Earlier this year, citing a procedural error, the Florida Supreme Court granted Peter Avsenew a new trial. Avsenew is charged with the 2010 killing of Wilton Manors couple Stephen Adams and Kevin Powell. The case has been sent back to the 17th Judicial Circuit because a key witness — Avsenew’s mother — testified virtually in a way that prevented her from seeing the defendant.
“We believe the killer murdered Stephen and Kevin because they were gay,” Blocker said. “We will stand up for Stephen, Kevin, their families, our community and the greater LGBTQ+ community and our allies working toward a second conviction. Anything less would be unacceptable.”
Blocker said a trial date has not been set but asked for thoughts and prayers for the families that will have to relive the tragic killings in court again. Avsenew was convicted of first-degree murder in 2017 and given the death penalty. He boasted that he “was not sorry” and in a hand written letter to a judge wrote, “homosexuals are a disease to mankind and must be put down.”
“Back then this crime was big for our community,” Blocker said. “It was big and impactful and it should be as we move forward yet again.”
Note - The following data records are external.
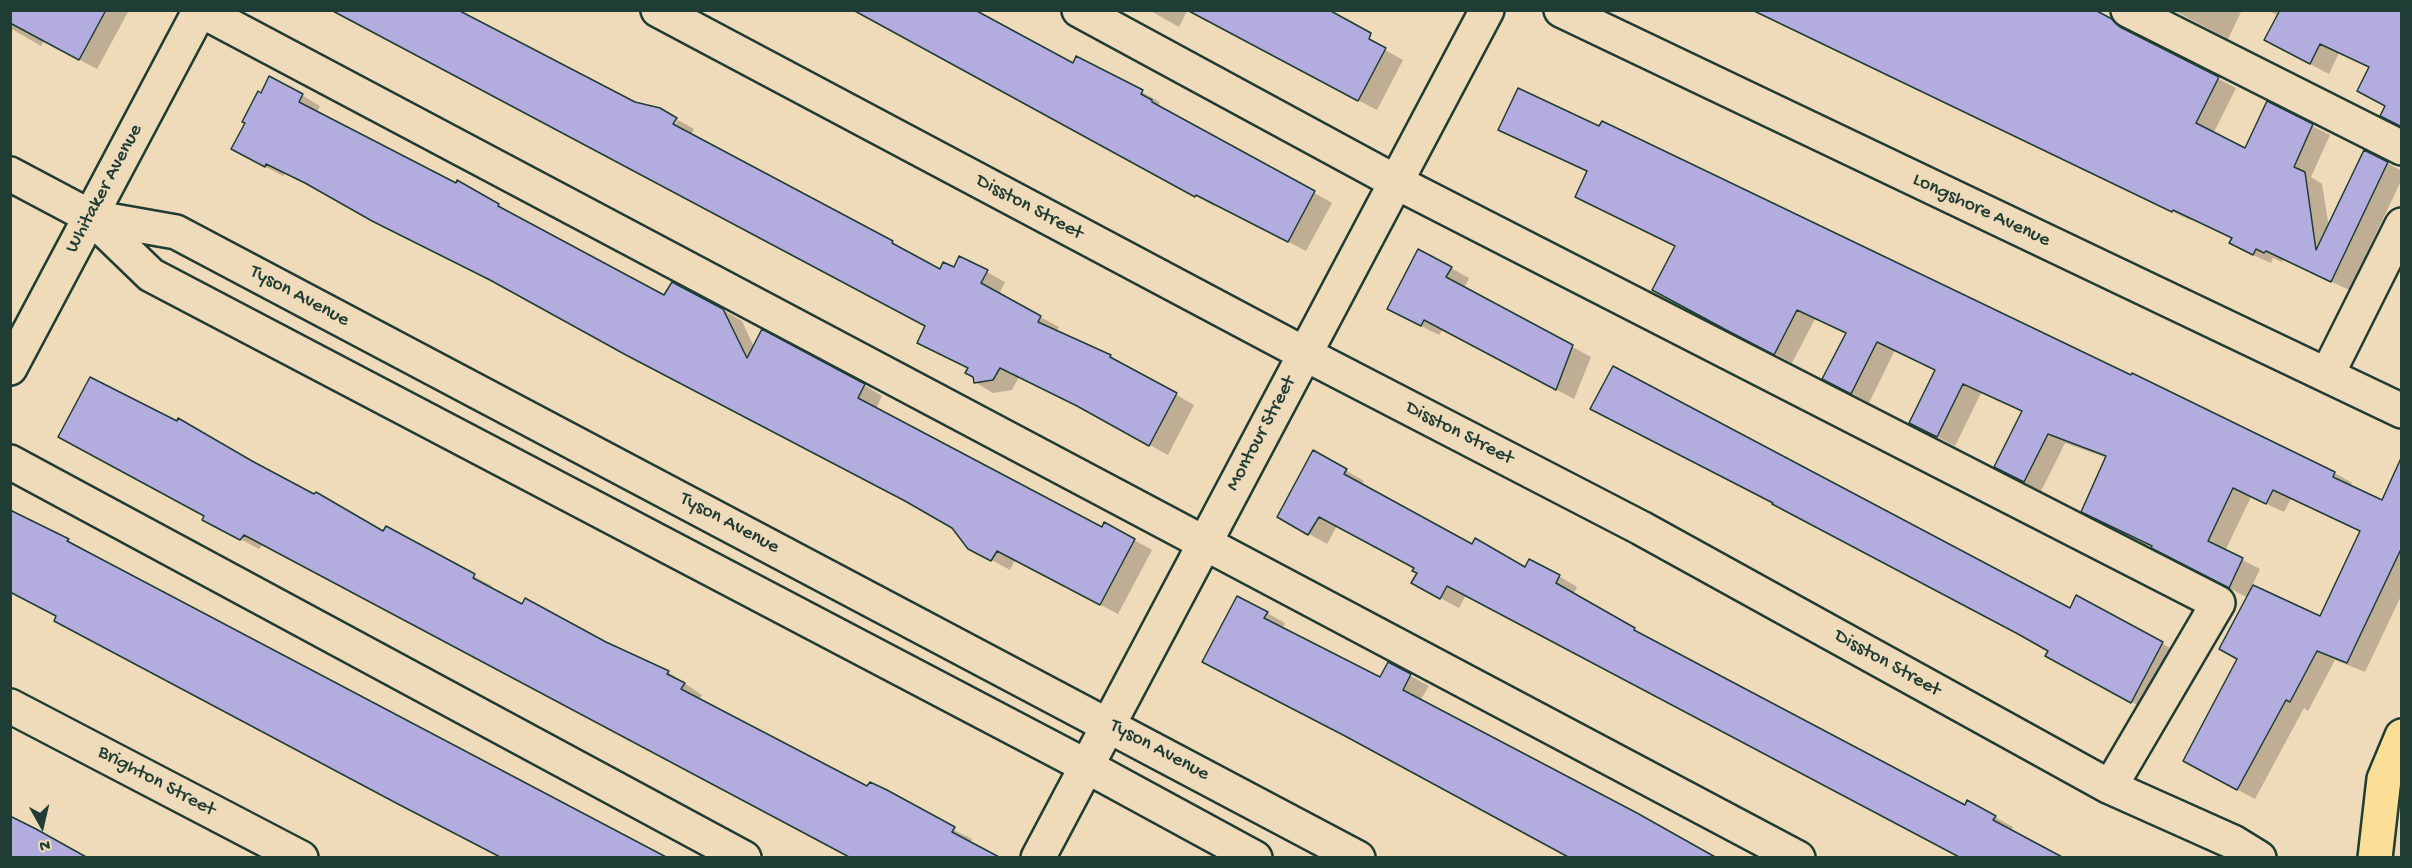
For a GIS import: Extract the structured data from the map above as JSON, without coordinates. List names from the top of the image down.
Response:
{
  "streets": {
    "street": [
      "Whitaker Avenue",
      "Disston Street",
      "Longshore Avenue",
      "Tyson Avenue",
      "Montour Street",
      "Brighton Street"
    ]
  },
  "crossings": [
    ["Whitaker Avenue", "Tyson Avenue"],
    ["Disston Street", "Montour Street"],
    ["Tyson Avenue", "Montour Street"]
  ],
  "north": "bottom"
}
Adams and Powell had been together for 29 years before they were shot and bludgeoned to death days before Christmas in 2010. Avsenew, now 37 and an inmate at Union Correctional Institution in Raiford, allegedly met the couple through a sexually suggestive ad on Craig’s List and moved in with them weeks prior to the killing.
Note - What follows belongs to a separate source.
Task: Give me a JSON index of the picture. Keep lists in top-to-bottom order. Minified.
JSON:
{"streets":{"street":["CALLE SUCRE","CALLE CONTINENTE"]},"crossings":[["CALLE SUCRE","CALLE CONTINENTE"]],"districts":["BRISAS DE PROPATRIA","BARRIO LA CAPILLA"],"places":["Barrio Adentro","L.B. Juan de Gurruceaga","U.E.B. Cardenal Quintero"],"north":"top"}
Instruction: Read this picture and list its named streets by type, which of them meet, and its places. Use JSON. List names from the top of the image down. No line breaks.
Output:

Other notes from the March 8 meeting:
Blocker awarded officer Daniel Leone and code compliance administrative assistant Denise Smith with officer and civilian employee awards for the quarter. Officer Daniel Plunske received the 2021 Officer of the Year Award and Alberto Carrillo, crime intelligence analyst, was posthumously awarded the Civilian Employee of the Year Award. “Al achieved great success because of one simple yet powerful word: love,” Blocker said.
Community Affairs Advisory Board chairman Michael Sansevero announced a new public art installation. The sculpture, titled “Ice Pops,” is located at Rachel Richardson Park. “It’s a beautiful addition to the central neighborhood,” Sansevero said. Elsewhere, Sansevero is accepting donations to repair the “Slices of Heaven” sculpture at the SunServe building. The citrus-themed piece collapsed due to water leakage.
"Ice Pops." Courtesy of Robert Hadley.
On a 3-2 vote, commissioners approved a lease agreement with Echo Air Conditioning for 1,200 square feet of floor space at 2200 NE 12th Avenue. Commissioners Mike Bracchi and Gary Resnick objected to the deal on the grounds rent was well below market rate. The lease will provide $1,140 monthly revenue to the city’s water utility fund.
Commissioners gave the go-ahead to join national litigation in opioid-related settlements.
“This resolution wisely states that this also applies to any future opioid settlements,” resident Paul Kuta said. “This is important because just last week Purdue Pharmaceuticals finally agreed to a revised, multi-billion-dollar settlement over its role in the opioid crisis with almost all states and thousands of local governments.”
Commissioner Chris Caputo asked for more focus on traffic safety. Commissioner Gary Resnick echoed Caputo’s request and proposed getting Florida Senator Gary Farmer and other state representatives involved. Resnick said either a change in design or lower speed limits are desperately needed on Powerline Road. “It’s absolutely not safe,” he said.
The next regular commission meeting is scheduled for March 22.